Surinam was first colonized by the governor of Barbados in the 1650s, then captured by the Dutch soon after, who quickly began to establish sugar plantations. In 1683 Surinam came under control of the Dutch West India Company. The colony developed an agricultural economy highly dependent on African slavery.

Two rivers were central to the colonies: the Orinoco and the Amazon. At the time of Stedman's deployment, the Portuguese lived along the river Amazon and the Spanish along the river Orinoco. Dutch colonists were spread along the seaside and the French lived in a small settlement known as Cayenne.

==Stedman's Narrative==
The Narrative of a Five Years Expedition against the Revolted Negroes of Surinam is an autobiographical account of Stedman's experiences in Surinam from the year 1773 through 1777. While Stedman kept a diary of his time in Surinam, which is held by the University of Minnesota Libraries, the Narrative manuscript wasn't composed until ten years after his return to Europe. In the Narrative manuscript, Stedman vividly describes the landscapes of Suriname, paying great attention to flora, fauna, and the social habits of indigenous, free and enslaved Africans, and European colonists in Suriname. His observations of life in the colony encompass the different cultures present at the time: Dutch, Scottish, native, African, Spanish, Portuguese, and French. Stedman also takes time to describe the day-to-day life in the colony.
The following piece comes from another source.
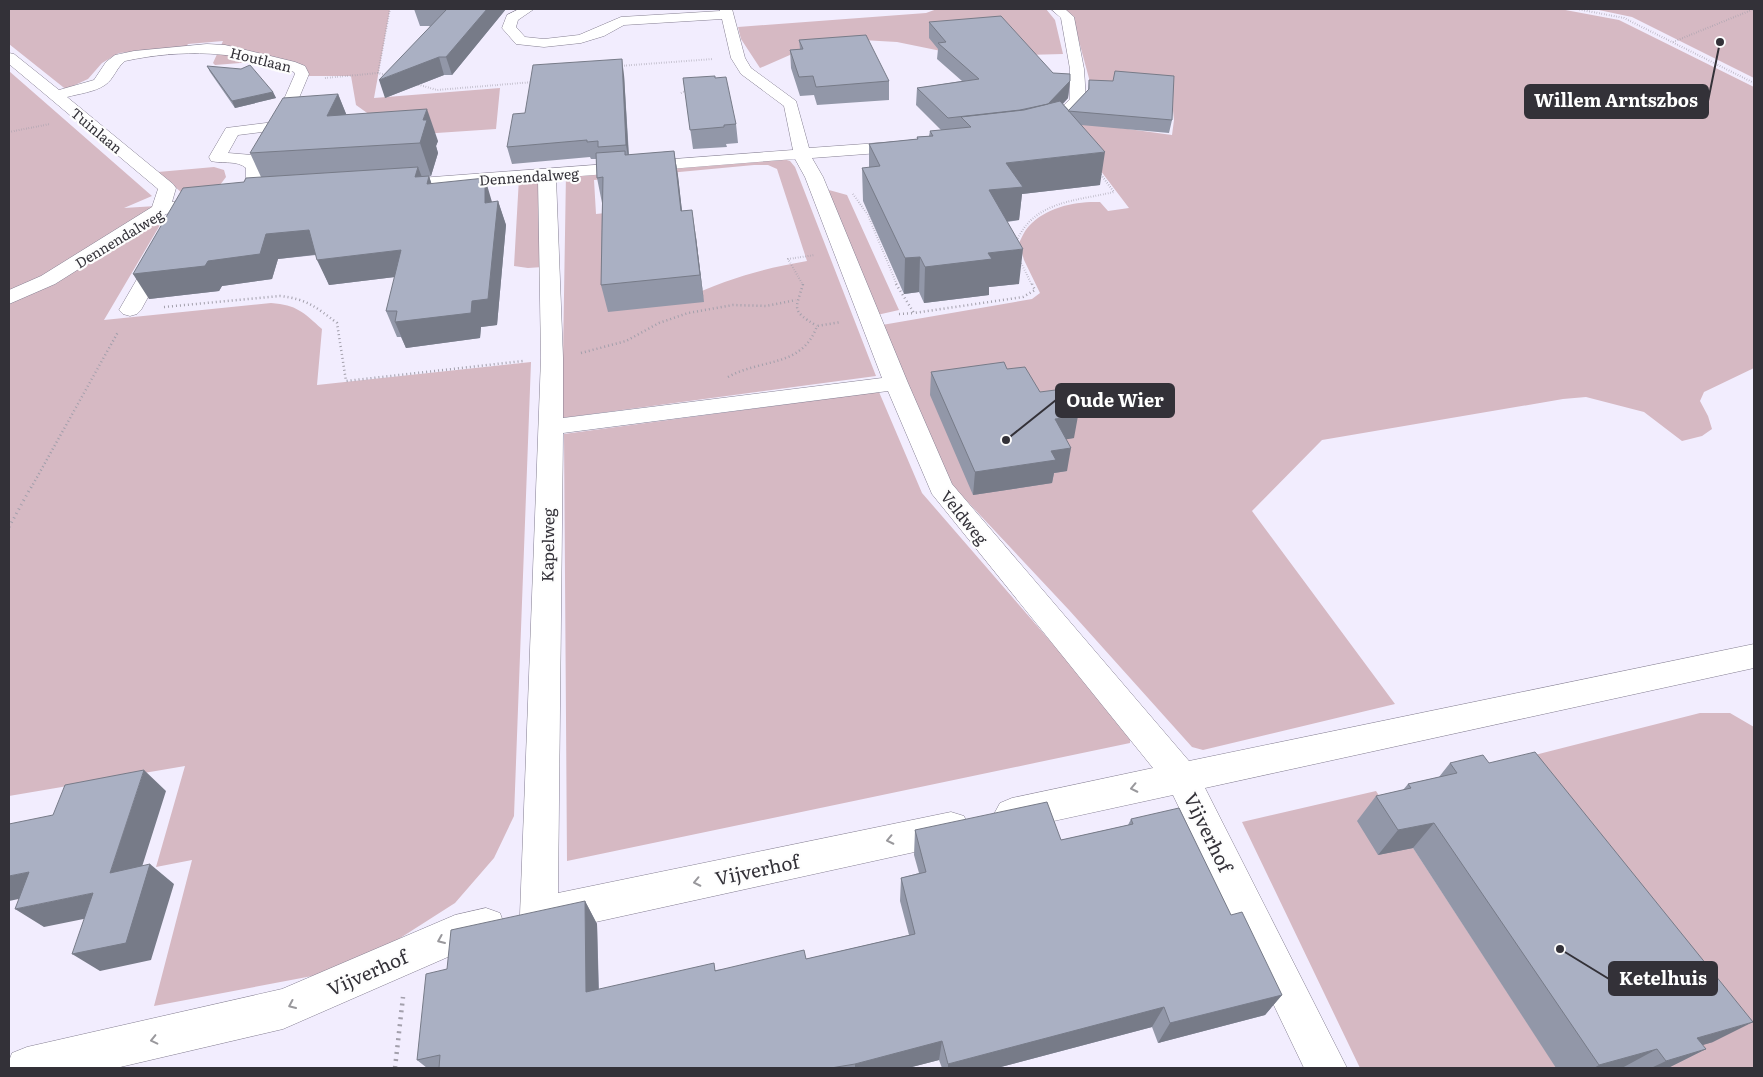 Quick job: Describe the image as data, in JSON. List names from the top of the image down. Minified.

The first pages of the Narrative record Stedman's voyage to Surinam. He spends his days reading on the deck of the Boreas, attempting to avoid those sick from the turbulent sea. The Boreas was accompanied by another ship the Weftellingwerf and three new frigate built transports. Stedman first arrives in Surinam on 2 February 1773. Upon his arrival in Surinam, Stedman and the troops are met by residents of the fortress Amsterdam, along the Surinam River. Here, Stedman gives his first description of the landscape of Surinam. According to Stedman, the land abounded with delicious smells – lemon, orange, and shaddocks. The natives, dressed in loincloths, were somewhat shocking to Stedman at first, and he described them as "bargemen as naked as when they were born."
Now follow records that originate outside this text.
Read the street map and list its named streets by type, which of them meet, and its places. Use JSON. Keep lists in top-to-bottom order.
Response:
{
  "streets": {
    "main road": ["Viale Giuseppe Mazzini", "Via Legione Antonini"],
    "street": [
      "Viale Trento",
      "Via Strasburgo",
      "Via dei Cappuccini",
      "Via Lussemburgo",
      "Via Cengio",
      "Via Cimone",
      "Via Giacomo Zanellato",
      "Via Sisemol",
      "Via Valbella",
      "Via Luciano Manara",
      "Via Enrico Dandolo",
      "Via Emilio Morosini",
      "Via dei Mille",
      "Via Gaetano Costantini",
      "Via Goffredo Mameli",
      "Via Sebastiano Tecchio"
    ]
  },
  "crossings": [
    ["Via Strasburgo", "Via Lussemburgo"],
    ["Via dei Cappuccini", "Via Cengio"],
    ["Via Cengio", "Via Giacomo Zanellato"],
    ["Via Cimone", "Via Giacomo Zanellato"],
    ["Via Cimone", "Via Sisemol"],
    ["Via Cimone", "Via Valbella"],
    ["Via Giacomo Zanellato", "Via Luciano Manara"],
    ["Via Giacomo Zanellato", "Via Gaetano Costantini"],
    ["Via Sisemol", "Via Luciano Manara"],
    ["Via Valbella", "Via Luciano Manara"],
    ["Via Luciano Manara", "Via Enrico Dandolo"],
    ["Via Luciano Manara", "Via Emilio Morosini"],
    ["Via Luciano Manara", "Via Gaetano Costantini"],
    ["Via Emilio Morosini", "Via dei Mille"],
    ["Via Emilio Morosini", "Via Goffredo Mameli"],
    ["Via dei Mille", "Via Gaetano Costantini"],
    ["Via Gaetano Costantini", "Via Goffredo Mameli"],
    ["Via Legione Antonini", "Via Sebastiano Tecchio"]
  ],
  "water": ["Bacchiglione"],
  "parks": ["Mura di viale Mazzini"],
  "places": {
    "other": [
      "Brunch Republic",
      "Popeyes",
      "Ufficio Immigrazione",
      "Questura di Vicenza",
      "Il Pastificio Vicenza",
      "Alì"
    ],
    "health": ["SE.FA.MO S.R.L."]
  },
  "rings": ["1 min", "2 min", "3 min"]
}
Parts of the Narrative continue to focus on descriptions of Surinam's natural environments. Stedman writes that parts of Surinam are mountainous, dry, and barren, but much of the land is ripe and fertile, enjoying a year-long growing season, with rains and a warm climate. He notes that in some parts the land is low and marshy, and crops are grown with a "flooding" method of irrigation similar to that used in ancient Egypt. Stedman also describes Surinam as having large uncultivated areas; there are immense forests, mountains (some with valuable minerals), deep marsh, swamps, and even large savanna areas. Some areas of the coast are inaccessible, with navigational obstructions such as rocks, riverbanks, quicksand, and bogs.
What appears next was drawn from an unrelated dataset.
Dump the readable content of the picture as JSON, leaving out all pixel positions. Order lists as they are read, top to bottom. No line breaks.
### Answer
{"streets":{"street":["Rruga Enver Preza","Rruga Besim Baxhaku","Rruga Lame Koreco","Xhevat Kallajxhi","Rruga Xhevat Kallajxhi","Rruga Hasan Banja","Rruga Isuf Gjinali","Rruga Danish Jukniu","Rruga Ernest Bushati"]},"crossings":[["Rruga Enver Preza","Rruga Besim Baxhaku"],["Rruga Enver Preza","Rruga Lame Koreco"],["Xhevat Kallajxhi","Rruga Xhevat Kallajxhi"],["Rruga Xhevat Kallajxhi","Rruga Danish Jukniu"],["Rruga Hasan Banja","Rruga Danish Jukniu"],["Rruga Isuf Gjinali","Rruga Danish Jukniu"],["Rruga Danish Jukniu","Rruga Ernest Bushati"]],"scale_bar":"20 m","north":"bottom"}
In his Narrative, Stedman writes about the contrast between the beauty of the colony and his first taste of the violence and cruelty endemic there. One of his first observations involves the torture of a nearly naked enslaved woman, chained to an iron weight. His narrative describes the woman receiving 200 lashes and carrying the weight for a month as a result of her inability to fulfill a task to which she was assigned.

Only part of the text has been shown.